Later in life, Smith would look back on his years as a Trotskyist as necessary for his political trajectory, but years that he put behind himself happily....it [was] important to have seriously participated in the attempt to build the Fourth International and to grasp its ideas; it was also vital to have subsequently and equally seriously ceased to hold to those ideas.

== Marx at the Millennium==
In 1996, Smith published the results of years of study and examination, the book Marx at the Millennium. Described by Smith as an attempt to discover "what Marx was trying to do," it is as much a critique of how others have attempted to answer that question as it is a presentation of Smith's own answer. Setting his work apart from others of its type, however, is that Smith's critiques were aimed at the views of Marx's followers themselves. For Smith, the degeneration of Marxist thought he believed to have come about was as much, if not more so, the fault of Marxists as it was Marx's right-wing and liberal detractors.Many people these days will tell you ‘Marxism is dead’, usually with the collapse of the USSR in mind. There are still several varieties of ‘Marxist’ who deny it, of course. However, neither side shows much inclination to talk about the actual ideas whose death or survival are being disputed.In his studies, Smith came to the conclusion that there was no basis in the writings of Karl Marx for a "Leninist party" or a "workers' state," putting him sharply at odds with the views of his former comrades and those that he had earlier himself held.
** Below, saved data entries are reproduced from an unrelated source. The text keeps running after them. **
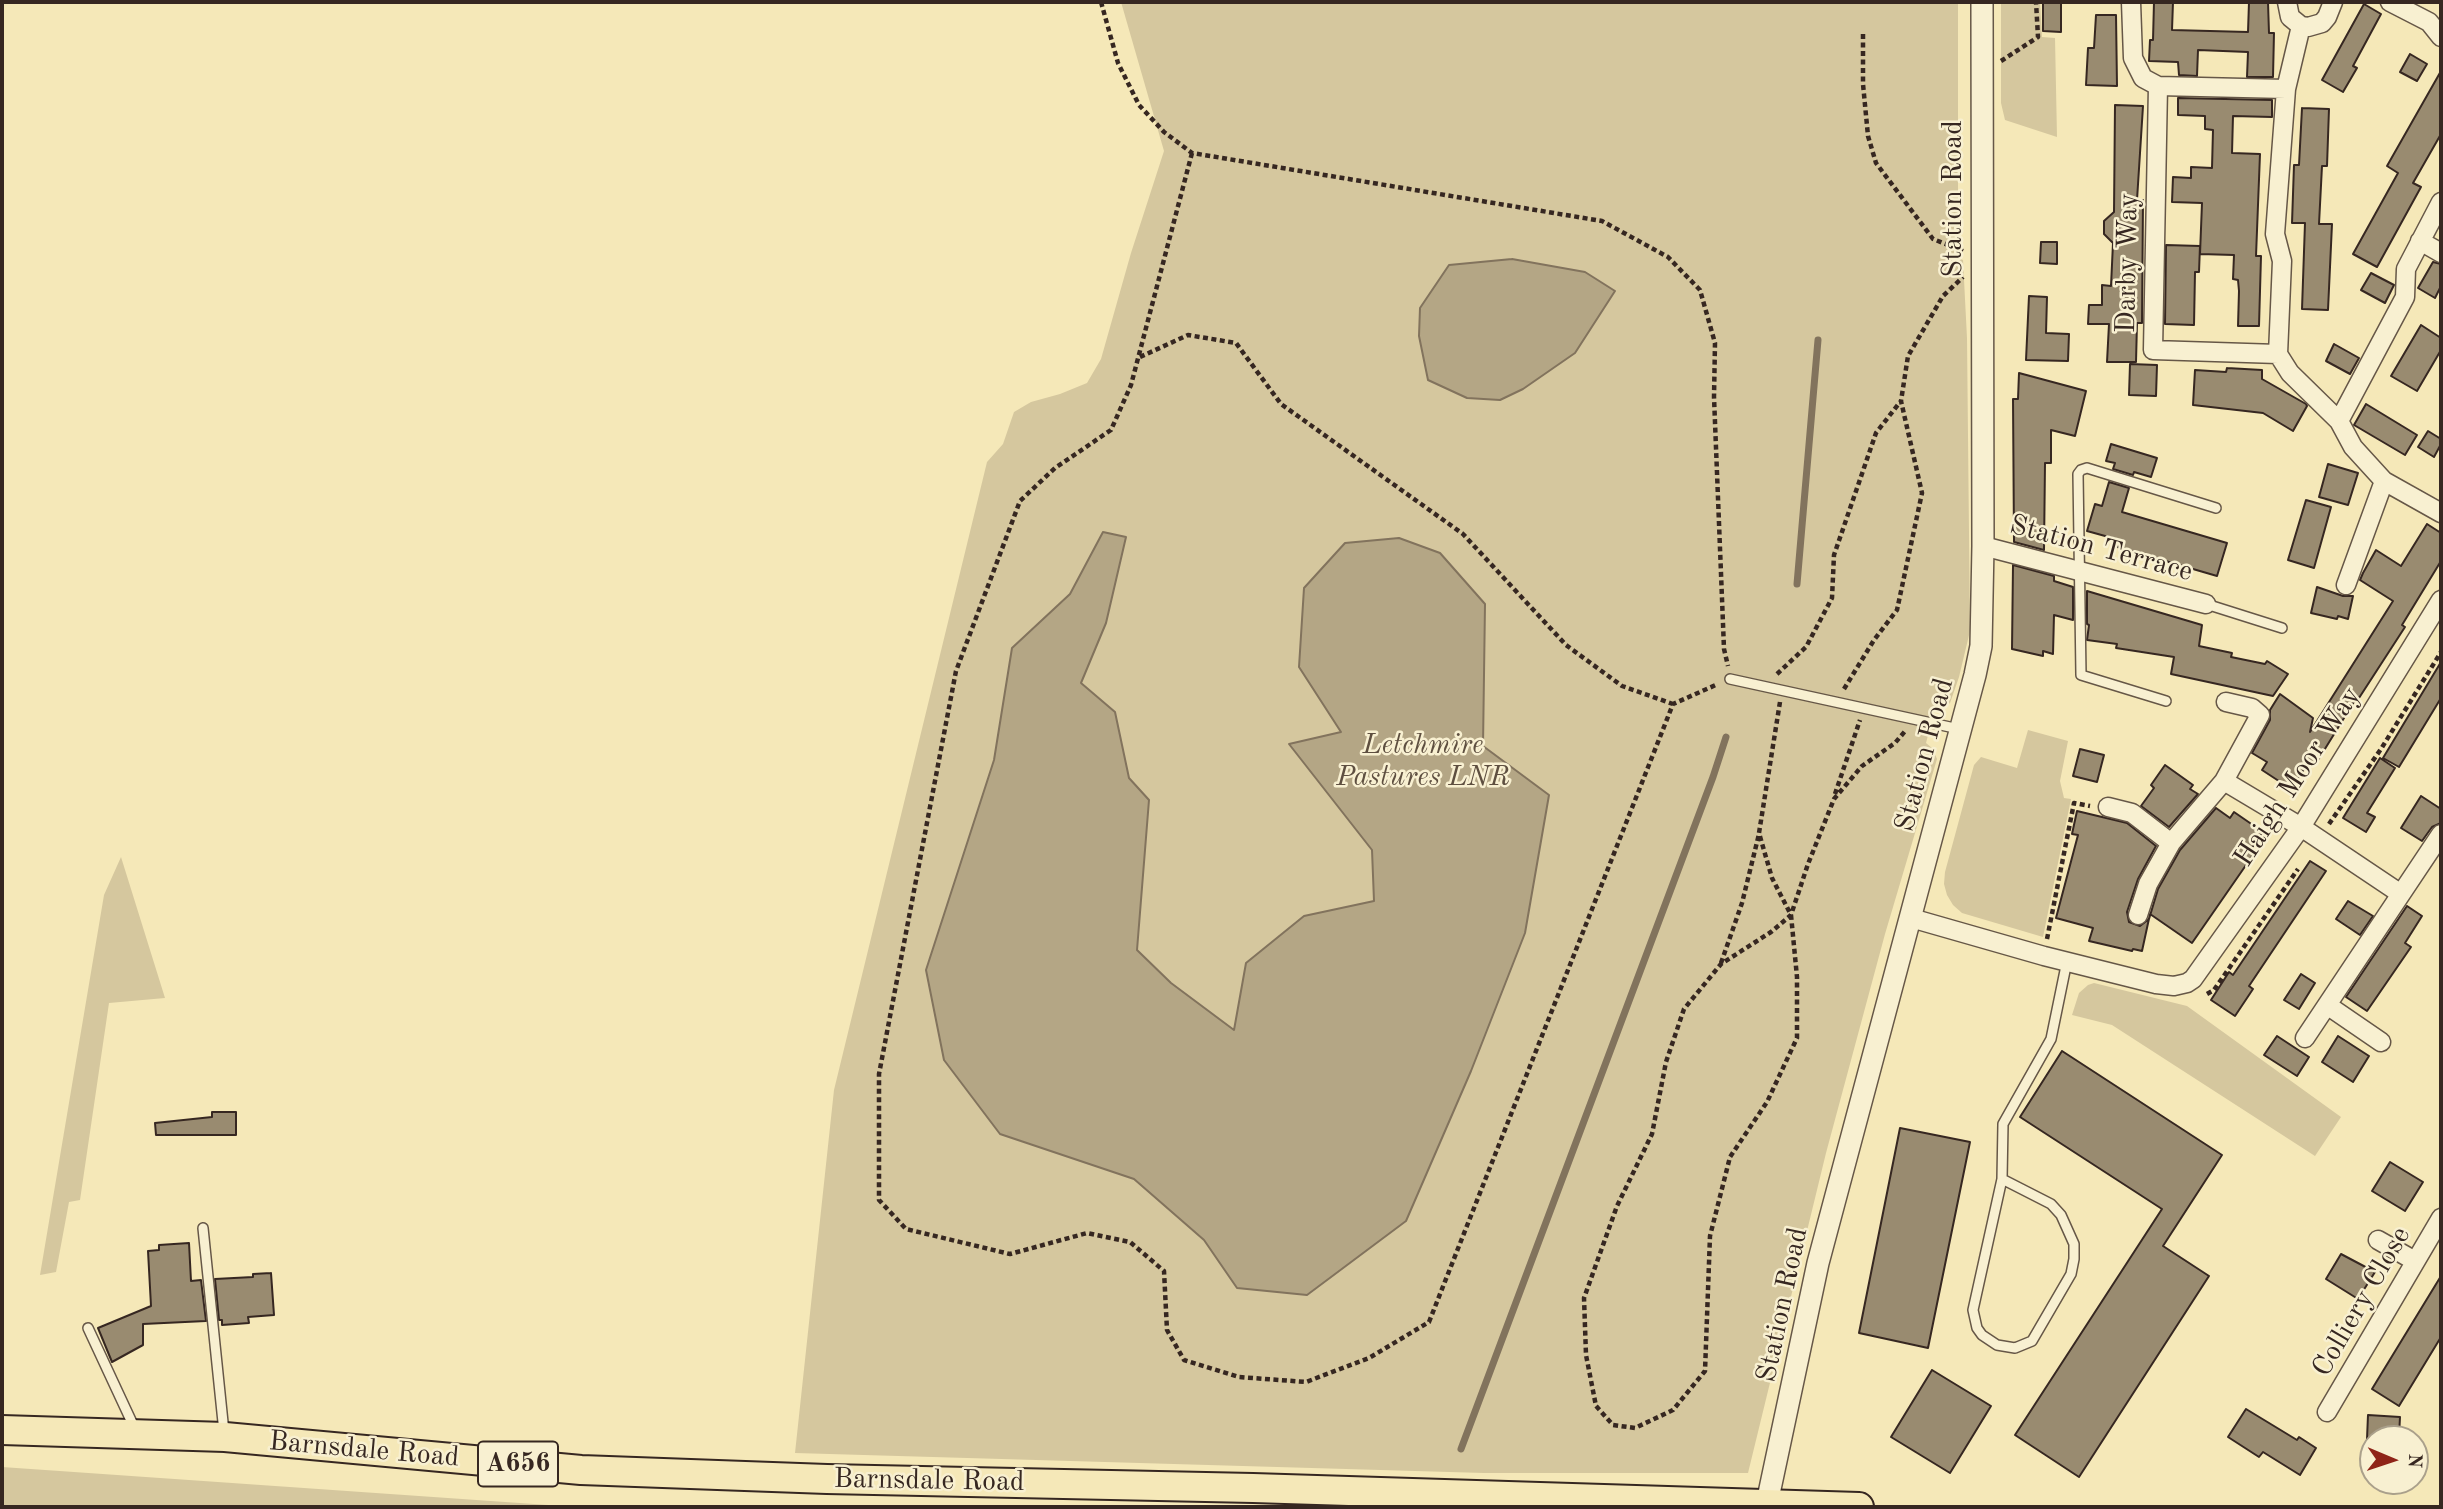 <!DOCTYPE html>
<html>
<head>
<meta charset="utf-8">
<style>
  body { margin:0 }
  #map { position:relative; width:2443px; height:1509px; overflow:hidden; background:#f5e8b8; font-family:"Old Standard TT",serif }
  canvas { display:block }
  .frame { position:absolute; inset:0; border:4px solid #362721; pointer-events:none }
  .north { position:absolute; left:2359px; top:1425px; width:70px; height:70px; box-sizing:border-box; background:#f8f0d1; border:2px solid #aaa08b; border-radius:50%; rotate:92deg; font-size:19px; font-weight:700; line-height:28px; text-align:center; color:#362721 }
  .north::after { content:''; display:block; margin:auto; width:24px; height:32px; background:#8f2418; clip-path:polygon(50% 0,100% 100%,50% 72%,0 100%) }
</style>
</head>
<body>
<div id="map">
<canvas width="2443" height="1509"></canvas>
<div class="frame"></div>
<div class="north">N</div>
</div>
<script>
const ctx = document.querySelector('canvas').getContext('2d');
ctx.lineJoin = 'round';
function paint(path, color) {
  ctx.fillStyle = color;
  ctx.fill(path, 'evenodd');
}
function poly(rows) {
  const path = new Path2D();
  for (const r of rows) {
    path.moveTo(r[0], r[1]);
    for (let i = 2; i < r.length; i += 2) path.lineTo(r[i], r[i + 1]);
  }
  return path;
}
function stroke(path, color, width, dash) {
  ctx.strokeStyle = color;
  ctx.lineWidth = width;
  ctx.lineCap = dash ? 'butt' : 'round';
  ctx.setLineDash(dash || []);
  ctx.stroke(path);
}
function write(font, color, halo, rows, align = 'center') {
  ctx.font = font + ' "Old Standard TT",serif';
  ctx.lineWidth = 5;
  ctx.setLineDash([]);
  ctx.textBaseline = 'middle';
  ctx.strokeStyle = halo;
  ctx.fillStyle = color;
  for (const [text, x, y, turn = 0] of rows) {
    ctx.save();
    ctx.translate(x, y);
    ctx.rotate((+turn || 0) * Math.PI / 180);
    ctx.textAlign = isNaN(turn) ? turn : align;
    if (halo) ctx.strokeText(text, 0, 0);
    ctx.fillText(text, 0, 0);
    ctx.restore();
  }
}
const green = poly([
  [1121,2,1958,2,1958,258,1963,260,1967,338,1970,631,1959,677,1950,703,1942,708,1935,708,1926,743,1932,748,1937,759,1885,934,1826,1153,1748,1473,1484,1473,795,1453,834,1090,987,462,1003,444,1014,412,1031,402,1060,394,1087,383,1101,359,1131,253,1164,151],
  [2001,2,2040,2,2042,37,2055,38,2057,137,2005,120,2001,103],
  [2028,730,2068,741,2060,781,2064,798,2071,799,2043,937,1962,913,1953,905,1947,895,1944,884,1945,872,1974,765,1981,757,2017,768],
  [121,857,165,998,109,1003,80,1200,69,1202,56,1272,40,1275,104,895],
  [2094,983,2187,1006,2341,1117,2315,1156,2112,1025,2072,1015,2079,993,2088,985],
  [2,1467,577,1507,2,1507]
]);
const water = poly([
  [1512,259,1585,272,1615,291,1575,353,1523,389,1500,400,1467,398,1428,380,1419,336,1420,308,1449,265,1512,259],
  [1103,532,1126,537,1106,623,1081,683,1115,712,1129,778,1149,800,1137,950,1171,983,1234,1030,1246,963,1304,916,1374,901,1372,850,1289,744,1341,732,1299,667,1304,588,1345,543,1399,538,1440,553,1485,604,1483,746,1549,795,1525,933,1471,1071,1406,1221,1307,1295,1237,1288,1204,1240,1134,1179,1000,1134,944,1060,926,970,994,760,1012,648,1070,594,1103,532]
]);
const stream = poly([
  [1797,584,1818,340],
  [1461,1449,1713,777,1726,737]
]);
const building = poly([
  [2043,2,2061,2,2061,32,2043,31,2043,2],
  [2154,2,2173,2,2172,30,2248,32,2249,2,2268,2,2269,33,2274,33,2273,77,2247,77,2248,52,2198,50,2197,76,2179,75,2178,62,2149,61,2150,40,2153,40,2154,2],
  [2364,4,2381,14,2353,66,2357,68,2343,92,2322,80,2364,4],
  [2096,15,2116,15,2117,86,2086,85,2088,48,2094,48,2096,15],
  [2410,54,2427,64,2417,81,2400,72,2410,54],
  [2441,71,2441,134,2413,183,2421,187,2377,267,2353,254,2398,173,2387,166,2441,71],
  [2178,98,2272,100,2272,117,2233,116,2232,153,2260,154,2256,256,2261,256,2259,326,2238,326,2239,291,2238,280,2233,279,2234,255,2200,254,2202,203,2172,202,2173,177,2191,178,2191,167,2212,168,2213,130,2205,129,2205,116,2178,115,2178,98],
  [2115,105,2143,106,2137,200,2143,200,2142,323,2137,323,2136,362,2107,362,2109,324,2088,324,2089,305,2102,305,2102,285,2111,286,2113,243,2104,234,2104,221,2114,212,2115,105],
  [2302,108,2329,109,2327,166,2322,166,2319,224,2332,224,2328,310,2302,309,2305,223,2292,223,2294,165,2299,165,2302,108],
  [2041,242,2057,242,2057,264,2040,263,2041,242],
  [2166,245,2200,246,2199,272,2195,272,2194,325,2165,324,2166,245],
  [2433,262,2441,264,2441,286,2435,298,2418,288,2433,262],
  [2371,273,2394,285,2385,303,2361,290,2371,273],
  [2029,296,2047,297,2046,333,2069,334,2068,361,2026,360,2029,296],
  [2421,325,2441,338,2441,350,2417,391,2391,376,2421,325],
  [2334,344,2359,358,2350,374,2326,361,2334,344],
  [2130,364,2157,365,2156,396,2129,395,2130,364],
  [2227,368,2262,370,2262,379,2306,404,2307,406,2293,431,2263,413,2193,405,2195,370,2226,372,2227,368],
  [2019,373,2086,391,2075,436,2051,430,2051,463,2045,463,2044,550,2014,542,2013,399,2018,399,2019,373],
  [2366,404,2417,435,2405,455,2354,425,2366,404],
  [2428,431,2441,439,2441,444,2434,457,2418,447,2428,431],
  [2111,444,2157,458,2151,477,2134,472,2133,475,2113,469,2115,463,2106,461,2111,444],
  [2328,464,2358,473,2348,505,2319,497,2328,464],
  [2109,482,2129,488,2122,512,2227,543,2217,576,2114,546,2116,539,2087,531,2095,504,2102,506,2109,482],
  [2306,500,2331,507,2314,568,2288,560,2306,500],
  [2427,524,2441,533,2441,561,2402,625,2405,627,2359,698,2357,697,2315,765,2309,762,2291,789,2262,770,2267,762,2252,753,2270,720,2270,710,2280,694,2313,718,2310,732,2393,601,2360,580,2363,573,2376,550,2401,566,2427,524],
  [2013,565,2054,576,2054,581,2073,587,2073,620,2054,615,2053,654,2043,651,2043,656,2012,649,2013,565],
  [2317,587,2343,596,2353,596,2348,619,2338,616,2337,619,2311,613,2317,587],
  [2087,591,2202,625,2199,646,2232,653,2231,657,2265,664,2267,661,2288,674,2273,696,2171,674,2174,657,2116,648,2117,644,2087,640,2089,625,2087,624,2087,591],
  [2441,662,2441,698,2399,767,2383,758,2441,662],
  [2080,749,2104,755,2097,782,2073,776,2080,749],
  [2380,758,2395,768,2367,813,2375,817,2366,832,2343,818,2380,758],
  [2165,765,2193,785,2190,789,2198,794,2169,827,2141,806,2154,788,2151,785,2165,765],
  [2421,796,2441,809,2441,823,2432,827,2422,841,2401,828,2421,796],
  [2216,808,2230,818,2234,812,2263,832,2249,852,2253,855,2192,943,2150,914,2142,951,2133,949,2132,951,2089,941,2093,928,2056,918,2078,835,2072,834,2077,811,2127,823,2156,846,2138,879,2127,912,2129,922,2140,926,2149,919,2158,889,2180,850,2216,808],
  [2310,861,2326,871,2249,986,2253,989,2235,1016,2211,1000,2229,972,2233,975,2310,861],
  [2348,901,2373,916,2360,935,2336,919,2348,901],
  [2407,906,2422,916,2405,943,2411,947,2367,1011,2346,997,2407,906],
  [2301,974,2315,983,2299,1009,2284,1000,2301,974],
  [2277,1036,2309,1057,2297,1076,2264,1055,2277,1036],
  [2338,1036,2369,1056,2353,1082,2322,1062,2338,1036],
  [2062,1051,2222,1155,2163,1246,2209,1276,2079,1477,2015,1435,2162,1209,2020,1117,2062,1051],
  [212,1112,236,1112,236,1135,156,1135,155,1123,212,1117,212,1112],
  [1900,1128,1970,1142,1928,1348,1859,1333,1900,1128],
  [2390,1162,2423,1182,2405,1211,2372,1191,2390,1162],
  [189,1243,191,1281,201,1280,206,1321,143,1324,143,1345,112,1362,98,1328,151,1306,148,1251,159,1250,159,1245,189,1243],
  [2341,1254,2375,1272,2358,1299,2326,1279,2341,1254],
  [271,1273,274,1315,248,1317,249,1323,222,1325,222,1320,219,1320,215,1279,253,1277,253,1274,271,1273],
  [2441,1276,2441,1337,2399,1406,2372,1389,2441,1276],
  [1932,1370,1991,1406,1950,1473,1891,1437,1932,1370],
  [2246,1409,2297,1440,2299,1437,2316,1448,2300,1475,2263,1452,2259,1457,2228,1437,2246,1409],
  [2368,1415,2400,1417,2399,1437,2397,1439,2367,1439,2368,1415]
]);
const path = poly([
  [1101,2,1118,63,1139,105,1164,132,1192,153,1602,221,1668,257,1700,290,1715,343,1714,397,1724,649,1728,666],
  [1863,34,1863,84,1868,136,1876,163,1933,239,1963,251],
  [2001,61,2038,37,2036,2],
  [1192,153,1131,385,1111,430,1055,468,1020,501,956,671,879,1074,879,1200,906,1229,1010,1254,1087,1233,1130,1242,1164,1271,1167,1330,1184,1360,1239,1377,1306,1382,1369,1358,1429,1322,1673,704,1718,684],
  [1140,357,1188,335,1236,343,1281,404,1463,534,1566,645,1622,686,1673,704],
  [1777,674,1806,647,1832,598,1834,555,1876,433,1900,402],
  [1844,689,1874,640,1897,610,1922,493,1901,401,1908,356,1943,296,1963,277],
  [1780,702,1759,833,1772,878,1791,915,1797,977,1797,1038,1767,1102,1730,1157,1710,1236,1705,1371,1673,1410,1635,1428,1613,1425,1596,1406,1586,1355,1584,1298,1617,1206,1652,1134,1666,1062,1684,1009,1721,964,1771,932,1791,915,1808,864,1834,799,1862,766,1895,743,1906,730],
  [1835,794,1860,720],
  [2329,824,2381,749,2441,652],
  [2047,939,2074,803,2090,806],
  [1721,963,1742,903,1759,834],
  [2207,994,2214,990,2298,869]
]);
const service = poly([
  [2206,604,2282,628],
  [1730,679,1959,729],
  [2166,701,2081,675,2078,474,2081,470,2087,468,2216,508],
  [2002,1179,2051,1204,2061,1215,2074,1244,2074,1259,2071,1274,2032,1341,2015,1348,1997,1345,1982,1335,1977,1328,1973,1310,2002,1179],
  [2002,1179,2003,1124,2051,1039,2067,961],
  [203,1228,224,1432],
  [88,1328,135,1429]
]);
const minor = poly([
  [2131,2,2133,58,2143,78,2158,86,2286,89],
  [2287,2,2290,17,2301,26,2308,27,2322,23,2327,17,2333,2],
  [2390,2,2429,22,2441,37],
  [2158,86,2153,350,2278,354,2290,373,2339,421],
  [2441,202,2406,269,2405,297,2339,421,2353,447,2384,481,2441,513],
  [2420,241,2441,253],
  [2278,354,2282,261,2275,234,2286,89,2301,26],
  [1983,546,2206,604],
  [2346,585,2384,481],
  [2224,781,2301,827,2401,894,2441,834],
  [2108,807,2132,813,2171,843],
  [2138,915,2148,884,2171,843,2224,781,2260,715,2252,708,2226,702],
  [1911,918,2044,956,2156,984,2174,986,2187,983,2193,979,2301,827,2441,600],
  [2327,1005,2381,1042],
  [2305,1038,2401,894],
  [2378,1240,2415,1261],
  [2327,1412,2441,1218]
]);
const tertiary = poly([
  [1767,1503,1818,1263,1975,675,1981,646,1983,546,1982,2]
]);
const primary = poly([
  [2,1430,225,1437,581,1470,827,1479,1253,1488,1859,1507]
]);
const shields = [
  [518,1464,80]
];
const shieldNames = [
  ["A656",518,1464]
];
const streetNames = [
  ["Station Road",1954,199,-90],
  ["Darby Way",2128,263,-89],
  ["Station Terrace",2101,549,15],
  ["Station Road",1925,755,-75],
  ["Haigh Moor Way",2298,777,-57],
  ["Colliery Close",2362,1302,-60],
  ["Station Road",1783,1305,-78],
  ["Barnsdale Road",364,1450,5],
  ["Barnsdale Road",929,1481,1]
];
const parkNames = [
  ["Letchmire",1423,746],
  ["Pastures LNR",1423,778]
];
paint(green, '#d5c79e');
paint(water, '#b4a685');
stroke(water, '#82735d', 2);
stroke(stream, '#82735d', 7);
paint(building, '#998b70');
stroke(building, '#362721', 2);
stroke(service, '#665747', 12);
stroke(minor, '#665747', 21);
stroke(tertiary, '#665747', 24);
stroke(primary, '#362721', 32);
stroke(path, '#362721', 4.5, [5, 3.5]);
stroke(service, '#f8f0d1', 9);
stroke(minor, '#f8f0d1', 18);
stroke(tertiary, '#f8f0d1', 21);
stroke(primary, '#f5e8b8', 28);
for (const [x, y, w] of shields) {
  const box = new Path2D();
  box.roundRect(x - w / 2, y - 22.5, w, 45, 5);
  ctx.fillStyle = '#f8f0d1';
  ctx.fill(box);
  stroke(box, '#362721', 2);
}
write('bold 26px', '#362721', null, shieldNames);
write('28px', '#362721', '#f8f0d1', streetNames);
write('italic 28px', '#5e4f40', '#f8f0d1', parkNames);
</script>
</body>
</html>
In contrast, Smith understood the dictatorship of the proletariat to be the result of "the ability of the proletariat to form itself into a subject." This state, then, was not something apart and above the working-class, directing its revolutionary movement from afar, but instead the organized mass of individuals carrying out the process of unified self-liberation. It was not to be a state of transition, but rather one of transformation.

Most controversially, Smith argued that Marx was "not a sociologist or an economist, nor a social scientist or political scientist of any kind... ." This position led to a years long debate with the Marxist-Humanist journal Hobgoblin.

== Karl Marx and the Future of the Human ==

Smith's second book, Karl Marx and the Future of the Human, was an attempt to continue his project of examining the differences he found between views commonly held by Marxists and those expressed by Marx himself. Smith described the work as being his second attempt at "rereading" Marx. Namely, he attempted here to fix what he believed was his earlier mistake of attempting to "absolve Engels of all blame for the distortion of Marx," as well as sharpen his critique of the "old orthodoxy."

In this work, Smith puts forward his most direct summary of what he believed the general "outlook" of Marx's work to have been:(1) In class society, individual humans are governed by social forms that are alien to their humanity. This is insane.

(2) These forms condition the way that they think about themselves and about their social life.

(3) When science theorizes social problems, its categories give the alien forms their highest expression.

(4) The critique of these categories breaks up their appearance of being ‘natural’, and so opens the way for conscious social practice to release their human content.